## What the task asks
Would you retype the whole listing exactly, leaving its pictures out?

***** Dataset section *****

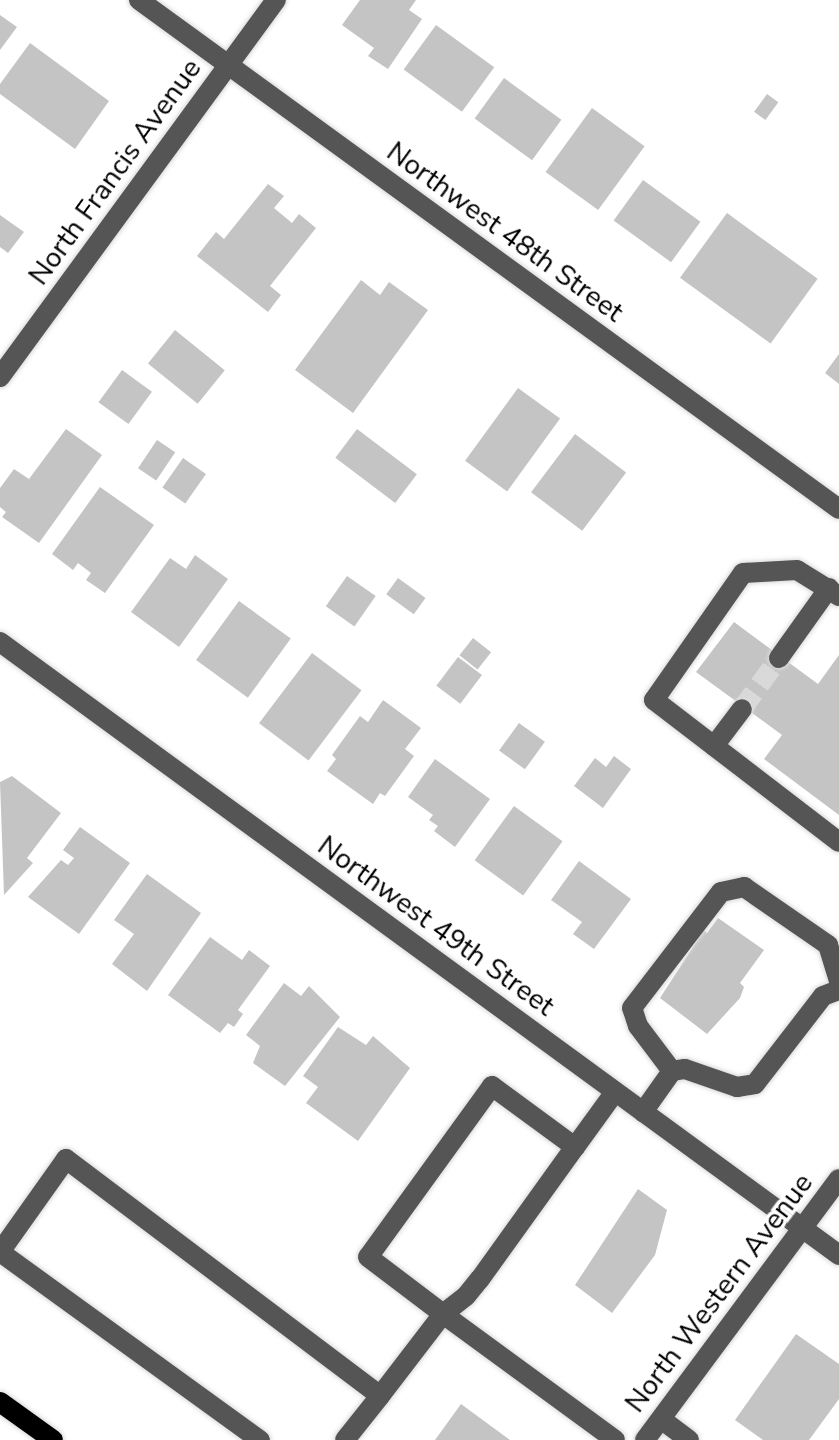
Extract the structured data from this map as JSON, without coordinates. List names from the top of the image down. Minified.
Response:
{"streets":{"street":["North Francis Avenue","Northwest 48th Street","Northwest 49th Street","North Western Avenue"]},"crossings":[["North Francis Avenue","Northwest 48th Street"],["Northwest 49th Street","North Western Avenue"]]}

*****

## Expected output
Extract the structured data from this map as JSON, without coordinates. List names from the top of the image down. Minified.
Response:
{"streets":{"street":["North Francis Avenue","Northwest 48th Street","Northwest 49th Street","North Western Avenue"]},"crossings":[["North Francis Avenue","Northwest 48th Street"],["Northwest 49th Street","North Western Avenue"]]}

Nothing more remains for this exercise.